Mensch Gysi! Grenzgänger zwischen Ost und West

Mensch Gysi! Grenzgänger zwischen Ost und West

Ein Film von Christian Bock
Bejubelt und bekämpft – kaum ein Politiker polarisiert so sehr wie Gregor Gysi. Er machte eine außergewöhnliche deutsche Polit-Karriere, die in der DDR begann und bis heute andauert.
 
Mit dem Krieg in der Ukraine Anfang 2022 muss sich der einstmals klar Russland-freundliche Gregor Gysi wieder einmal neu erfinden. Er bricht mit vielen Idealen seiner Partei schneller und radikaler als andere. Er bereist ohne Personenschutz die Ukraine. Er sieht die Kriegsschäden mit eigenen Augen und verweigert doch unbegrenzte Waffenlieferungen aus Deutschland.
 
Er ist der letzte „linke“ Politstar mit DDR-Vergangenheit. Und es ist zumindest umstritten, wie weit seine Verstrickungen in das Regime reichten. Damals verteidigte Gysis Mutter ihn wütend gegen vermeintliche Kampagnen, heute seine Schwester Gabriele. Die Beziehung der beiden – sie Schauspielerin, er gelernter Rinderzüchter und studierter Jurist – ist zwar herzlich, aber schwierig: Gregor hat sich von Putin abgewandt und kritisiert den Krieg, seine Schwester hat Verständnis für Putin und lehnt Waffenlieferungen ab. Für die Dokumentation treffen sich die beiden, besuchen das Elternhaus und das Viertel ihrer Kindheit.
 
Er beginnt seine Karriere als Redner mit einem typischen Gysi-Spruch: „Ich spreche eigentlich frei.
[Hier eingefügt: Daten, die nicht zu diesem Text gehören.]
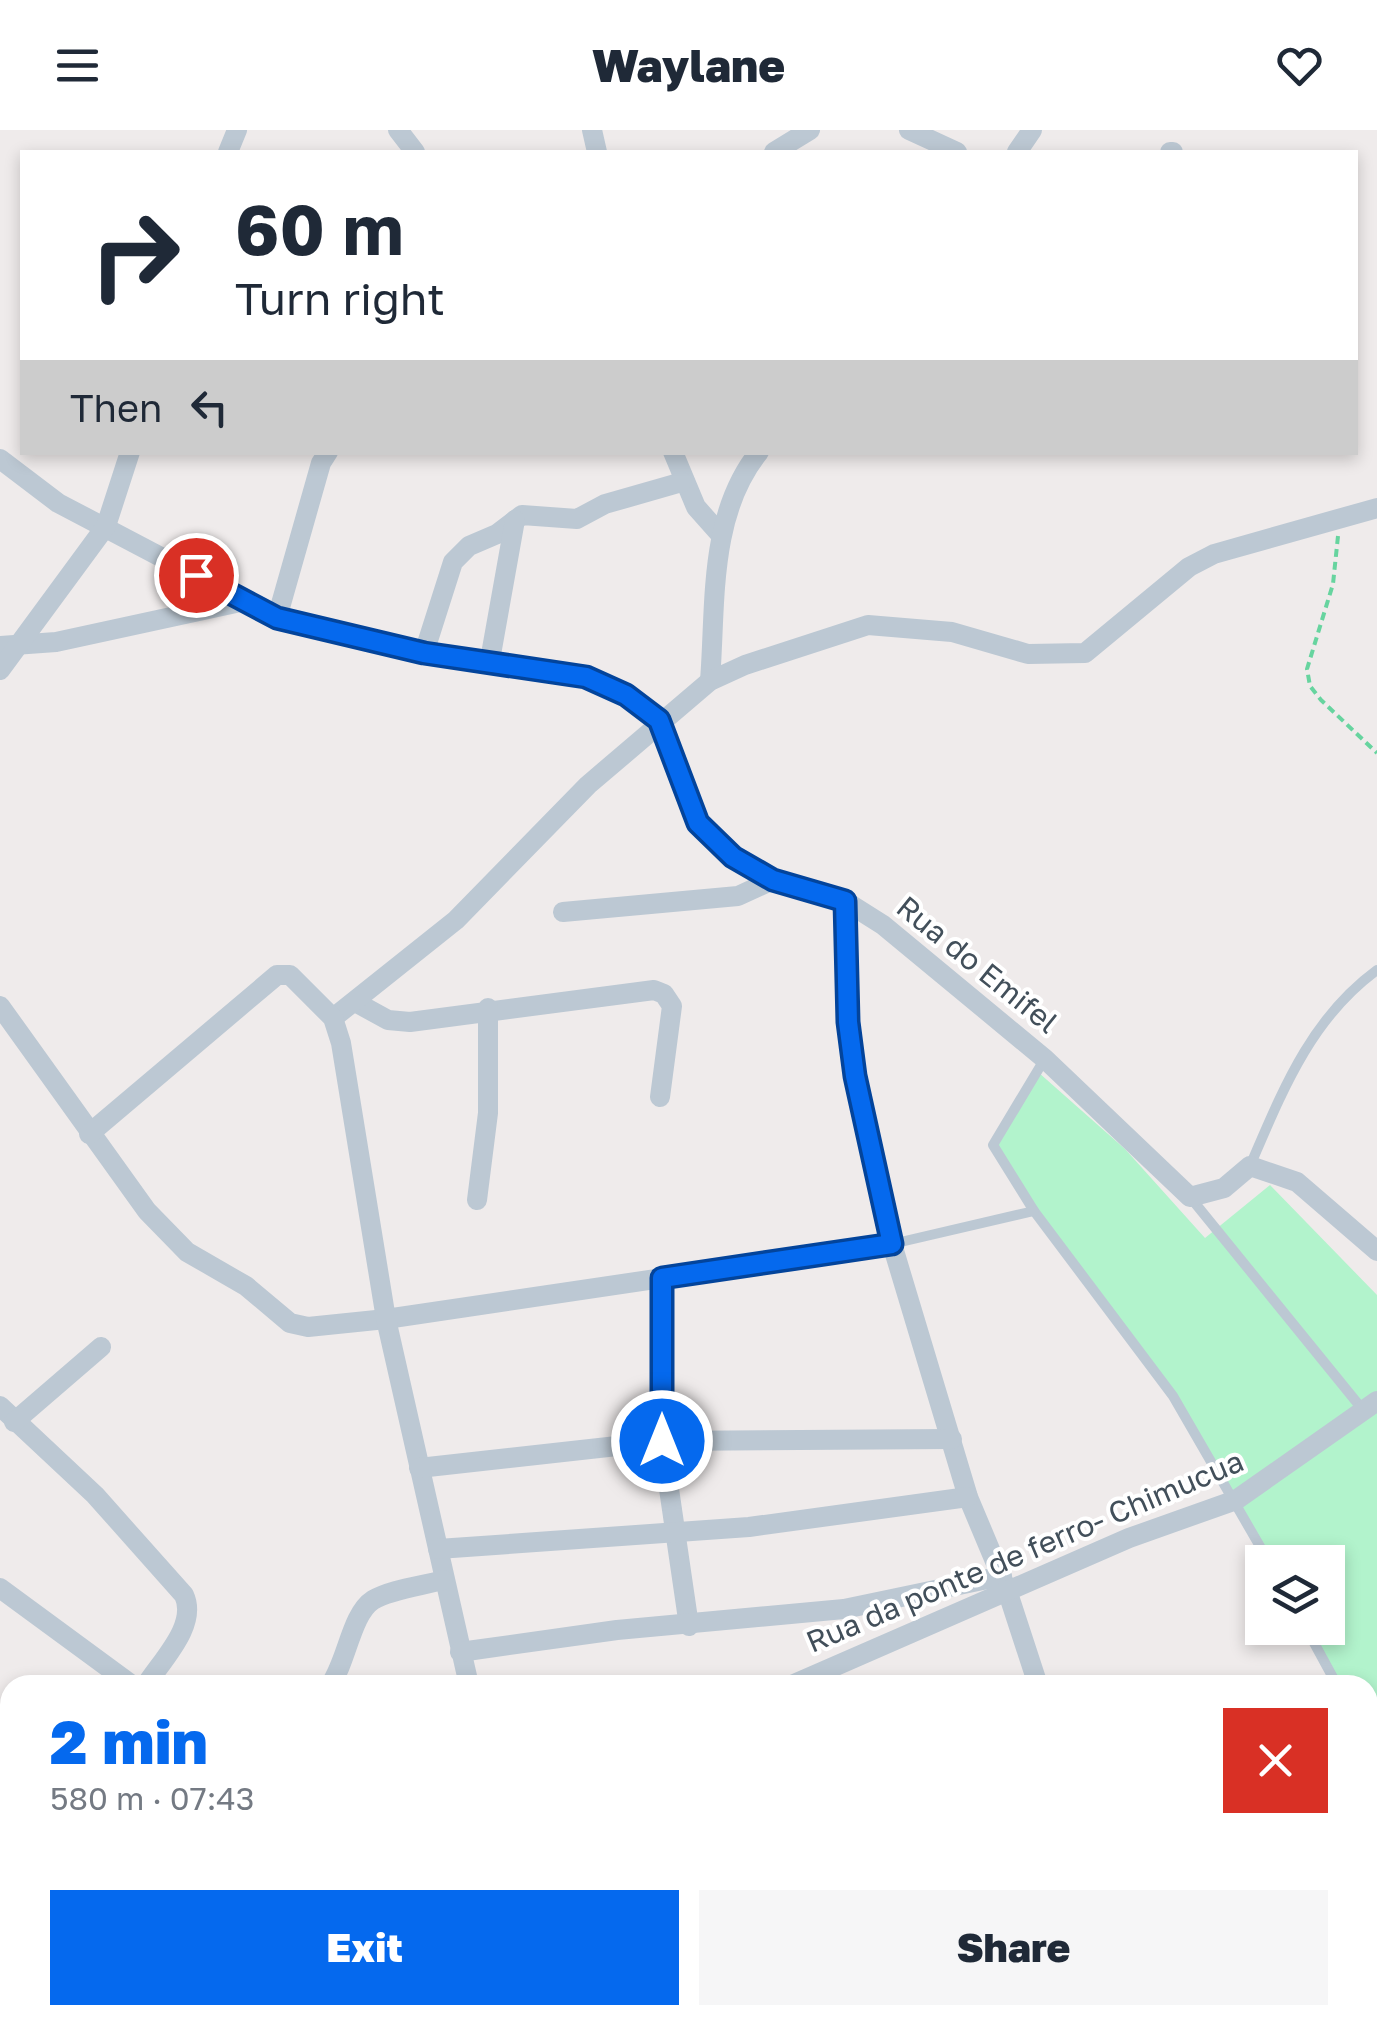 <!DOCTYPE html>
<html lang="en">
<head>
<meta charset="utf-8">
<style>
  :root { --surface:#fff; --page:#f6f6f7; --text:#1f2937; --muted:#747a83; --accent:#0569ee }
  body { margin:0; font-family:"Golos Text",sans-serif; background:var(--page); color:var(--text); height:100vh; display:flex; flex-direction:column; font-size:38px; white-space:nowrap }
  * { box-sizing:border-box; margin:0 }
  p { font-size:32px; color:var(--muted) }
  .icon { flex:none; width:55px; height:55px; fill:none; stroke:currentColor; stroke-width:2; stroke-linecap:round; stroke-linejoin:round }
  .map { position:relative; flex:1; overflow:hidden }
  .details { position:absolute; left:0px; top:1545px; width:1378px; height:350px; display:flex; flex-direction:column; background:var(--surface); border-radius:30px 30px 0 0; box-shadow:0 5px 15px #0003 }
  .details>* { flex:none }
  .top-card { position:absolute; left:20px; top:20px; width:1338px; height:305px; border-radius:0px; box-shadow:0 5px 15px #0003; background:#fff; color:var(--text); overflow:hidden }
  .buttons { position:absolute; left:1245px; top:1415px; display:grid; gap:20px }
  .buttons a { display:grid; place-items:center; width:100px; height:100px; border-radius:0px; background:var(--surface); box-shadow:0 5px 15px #0003; font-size:50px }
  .pin { position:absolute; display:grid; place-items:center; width:85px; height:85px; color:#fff; margin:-42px; border:5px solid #fff; border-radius:50%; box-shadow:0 2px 10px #0007 }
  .me { position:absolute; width:110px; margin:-55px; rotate:0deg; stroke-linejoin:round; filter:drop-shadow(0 0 8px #0008) }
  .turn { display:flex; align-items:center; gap:35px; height:210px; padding:0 50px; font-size:45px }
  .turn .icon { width:130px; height:130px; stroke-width:2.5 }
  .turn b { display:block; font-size:70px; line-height:85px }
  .then { display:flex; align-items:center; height:95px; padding:0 50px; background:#0003; gap:20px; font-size:38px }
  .round { display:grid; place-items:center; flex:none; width:105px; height:105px; border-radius:0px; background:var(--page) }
  .headline { display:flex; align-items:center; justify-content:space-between; height:170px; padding:0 50px }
  h1 { font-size:60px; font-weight:800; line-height:75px; color:var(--accent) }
  .action { display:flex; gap:20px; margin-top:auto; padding:20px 50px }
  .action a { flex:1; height:115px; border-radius:0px; background:var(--accent); color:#fff; font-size:40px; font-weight:800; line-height:115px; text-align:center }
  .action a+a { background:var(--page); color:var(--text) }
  header { display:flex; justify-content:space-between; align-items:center; height:130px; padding:0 50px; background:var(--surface); font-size:45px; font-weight:800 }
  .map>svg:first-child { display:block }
  .green { fill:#b2f3cc }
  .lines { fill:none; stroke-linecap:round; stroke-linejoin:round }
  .path { stroke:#67d49f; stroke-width:4; stroke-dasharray:8 5; stroke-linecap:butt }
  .service { stroke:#bcc8d3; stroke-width:10 }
  .minor { stroke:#bcc8d3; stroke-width:20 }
  .route-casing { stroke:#03449b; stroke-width:25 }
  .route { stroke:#0569ee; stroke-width:18 }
  .labels { text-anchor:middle; stroke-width:8; stroke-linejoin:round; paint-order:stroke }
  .street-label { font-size:30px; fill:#424f5a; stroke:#fff }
</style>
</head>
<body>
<header><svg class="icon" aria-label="menu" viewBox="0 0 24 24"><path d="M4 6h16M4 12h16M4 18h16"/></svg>Waylane<svg class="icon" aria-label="heart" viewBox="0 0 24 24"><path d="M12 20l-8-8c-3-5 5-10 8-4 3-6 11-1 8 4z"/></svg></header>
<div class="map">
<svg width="1377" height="1895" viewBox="0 0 1377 1895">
  <rect width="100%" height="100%" fill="#efebeb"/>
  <path class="green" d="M 1038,942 L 1125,1019 L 1205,1108 L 1270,1055 L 1377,1165 L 1377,1625 L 1368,1612 L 1368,1555 L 1337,1555 L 1306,1498 L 1328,1498 L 1328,1432 L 1269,1432 L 1206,1316 L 1001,1030 L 996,1006 Z"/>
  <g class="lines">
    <g class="path">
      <path d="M 1338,406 L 1333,454 L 1307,539 L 1310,556 L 1321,570 L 1377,623"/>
      <path d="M 1309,1555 L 1314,1545"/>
      <path d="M 1368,1661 L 1377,1656"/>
      <path d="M 1328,1885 L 1332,1895"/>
    </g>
    <g class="service">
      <path d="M 1044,930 L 993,1015 L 1034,1081 L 1173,1266 L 1269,1432"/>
      <path d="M 1250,1036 C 1282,962 1310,889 1377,840"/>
      <path d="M 1190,1067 L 1363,1280"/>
      <path d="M 892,1114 L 1034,1081"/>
      <path d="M 1306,1498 L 1337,1555"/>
      <path d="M 1368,1612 L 1377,1625"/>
      <path d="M 811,1885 L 813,1895"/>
    </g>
    <g class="minor">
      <path d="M 398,0 L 415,22"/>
      <path d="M 592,0 L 597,22"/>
      <path d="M 909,0 L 957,22"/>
      <path d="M 228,22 L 237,0"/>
      <path d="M 774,22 L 810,0"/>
      <path d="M 1017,22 L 1032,0"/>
      <path d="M 1170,22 L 1173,22"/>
      <path d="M 673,322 L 696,377 L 720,404"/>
      <path d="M 0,329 L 58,373 L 277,488 L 424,523 L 586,547 L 626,565 L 659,590 L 698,693 L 733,727 L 773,750 L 845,771 L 883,795 L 1045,929 L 1190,1067 L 1224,1058 L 1250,1036 L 1297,1052 L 1377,1121"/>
      <path d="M 277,488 L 321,333 L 328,322"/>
      <path d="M 0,516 L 56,512 L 245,471"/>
      <path d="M 424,523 L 453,432 L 469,416 L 497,404 L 522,385 L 577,389 L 605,374 L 682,352"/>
      <path d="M 490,530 L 515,390"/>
      <path d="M 0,540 L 106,396 L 130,322"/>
      <path d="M 710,551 C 716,475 708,385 759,322"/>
      <path d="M 845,771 L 848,892 L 855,947 L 892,1114 L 968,1367 L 1007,1460 L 1038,1555"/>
      <path d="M 563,782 L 738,766 L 773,750"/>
      <path d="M 357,873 L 388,890 L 410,892 L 654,860 L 664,864 L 672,876 L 660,967"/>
      <path d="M 0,876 L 147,1081 L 187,1122 L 246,1156 L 290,1193 L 308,1197 L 386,1189 L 892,1114"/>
      <path d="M 333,888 L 456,790 L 588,655 L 710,551 L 745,535 L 868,495 L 952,502 L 1028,524 L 1085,523 L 1189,437 L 1214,424 L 1377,378"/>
      <path d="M 89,1004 L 277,845 L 290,845 L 333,888 L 341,913 L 386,1189 L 469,1555"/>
      <path d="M 477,1070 L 488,983 L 488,878"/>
      <path d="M 662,1148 L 662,1311 L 689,1496"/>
      <path d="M 0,1276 L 95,1365 L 184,1465 C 198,1495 162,1530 146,1555"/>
      <path d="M 14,1292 L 101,1217"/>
      <path d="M 419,1338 L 662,1311 L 952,1309"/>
      <path d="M 438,1419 L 749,1397 L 968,1367"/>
      <path d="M 0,1458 L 132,1555"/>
      <path d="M 460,1522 L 617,1500 L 844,1479 L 1002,1446"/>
      <path d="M 330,1555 C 347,1532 351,1484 373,1470 C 392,1459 422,1456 443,1450"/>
      <path d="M 792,1555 L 1129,1408 L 1236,1370 L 1377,1271"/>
      <path d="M 0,1600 L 10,1608"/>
      <path d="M 0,1771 L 10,1776"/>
      <path d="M 0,1880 L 20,1895"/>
      <path d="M 218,1885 L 229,1895"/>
      <path d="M 1156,1885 L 1161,1895"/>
      <path d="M 267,1895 L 276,1885"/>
      <path d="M 352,1895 L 355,1885"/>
    </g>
  </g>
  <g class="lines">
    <defs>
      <path id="route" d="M 196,445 L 277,488 L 424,523 L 586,547 L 626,565 L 659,590 L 698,693 L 733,727 L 773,750 L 845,771 L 848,892 L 855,946 L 892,1114 L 662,1148 L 662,1311"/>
    </defs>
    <use href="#route" class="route-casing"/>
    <use href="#route" class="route"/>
  </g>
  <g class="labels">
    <g class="street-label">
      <text transform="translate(977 835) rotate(39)" y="10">Rua do Emifel</text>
      <text transform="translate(1025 1422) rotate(-23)" y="10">Rua da ponte de ferro- Chimucua</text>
    </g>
  </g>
</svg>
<div class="buttons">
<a><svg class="icon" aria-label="layers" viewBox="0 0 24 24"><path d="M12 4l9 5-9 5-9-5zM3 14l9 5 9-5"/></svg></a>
</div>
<div class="pin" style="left:196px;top:445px;background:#d93025"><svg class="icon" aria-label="arrive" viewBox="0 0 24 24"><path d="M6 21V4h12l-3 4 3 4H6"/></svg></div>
<svg class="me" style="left:662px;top:1311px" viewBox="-20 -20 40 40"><circle r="17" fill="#0569ee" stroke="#fff" stroke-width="3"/><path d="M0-11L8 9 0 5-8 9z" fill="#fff"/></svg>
<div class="top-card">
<div class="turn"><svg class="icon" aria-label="right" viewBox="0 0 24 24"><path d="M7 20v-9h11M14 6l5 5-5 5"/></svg><div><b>60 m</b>Turn right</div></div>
<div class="then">Then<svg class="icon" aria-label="left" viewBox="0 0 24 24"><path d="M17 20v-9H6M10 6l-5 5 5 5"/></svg></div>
</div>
<section class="details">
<div class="headline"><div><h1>2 min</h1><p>580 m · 07:43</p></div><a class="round" style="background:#d93025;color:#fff"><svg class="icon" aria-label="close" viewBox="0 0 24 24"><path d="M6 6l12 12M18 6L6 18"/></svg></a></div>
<div class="action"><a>Exit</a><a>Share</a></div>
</section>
</div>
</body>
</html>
Ich hab’s mir diesmal aufgeschrieben, damit ich auch danach noch weiß, was ich gesagt habe.“ Damit begann auf dem Berliner Alexanderplatz im November 1989 ein der erstaunlichsten deutschen Karrieren. Ein bis dahin unbekannter ostdeutscher Anwalt begeistert die Massen, wird letzter Vorsitzender der Regierungspartei SED. Und wird seitdem entweder angefeindet oder geliebt, dazwischen ist wenig. „Tomaten, Eier, Spucken, das hab‘ ich alles durch“, sagt er. Heute finden ihn all eher cool, sogar bei einem Finanzberater-Kongress tritt er auf. „Früher hätten die Geld gezahlt, damit ich verschwinde. Heute zahlen sie, damit ich hier rede.“ – Noch so ein typischer Gysi.
 
Das Rampenlicht und die Medien prägen Gysis Leben. Kein Talk, in dem er nicht schon geladen war. „Ich war ja parlamentarisch immer Außenseiter, da habe ich mir meine öffentliche Redezeit eben im Fernsehen geholt“, sagt er. In der Konfrontation läuft er zur Hochform auf und zeigt Entertainer-Qualitäten. „Unglaublich charmant“ findet ihn Schauspielerin Katharina Thalbach. Auch deshalb ist er ein gesamtdeutscher Politstar geworden und keine rein ostdeutsche Identifikationsfigur. Der 1948 in Berlin geborene Sohn eines DDR-Kulturministers ist auch privat eloquent und scharfsinnig, einen Hang zum Narzissmus bescheinigen ihm Weggefährten.
 
Ohne ihn schafft es seine Partei nicht mal mehr in den Bundestag. „Die können sich vergessen, ohne ihn war es das“, meint Fußballmanager Uli Hoeneß, der Gysi trotz seiner politischen Orientierung respektiert. „Der kann genauso in die CDU, die hätten dann viel Spaß mit ihm.“ Doch Gysi ist durch und durch links, für ihn kam ein Parteiwechsel nie infrage. Und die Linke braucht ihn. Das weiß Gysi – aber weiß es auch die Partei?
 
In der „ZDFzeit“-Dokumentation schildern Parteigenossen und Weggefährten, aber auch politische Widersacher ihre Sicht auf den Menschen Gysi. Wolfgang Schäuble berichtet darüber, mit welcher seltsamen Frage Gysi 1991 bei einem Besuch im Innenministerium auf ihn zukam. Und Berlins Ex-Bürgermeister Klaus Wowereit erklärt, weshalb Gysi 2002 wirklich als Bausenator zurückgetreten ist.
 
„Mensch Gysi!“ ist ein Film über den viel kritisierten komischen Kommunisten, dessen Karriere gleichzeitig eine Geschichte Deutschlands seit 1989 ist.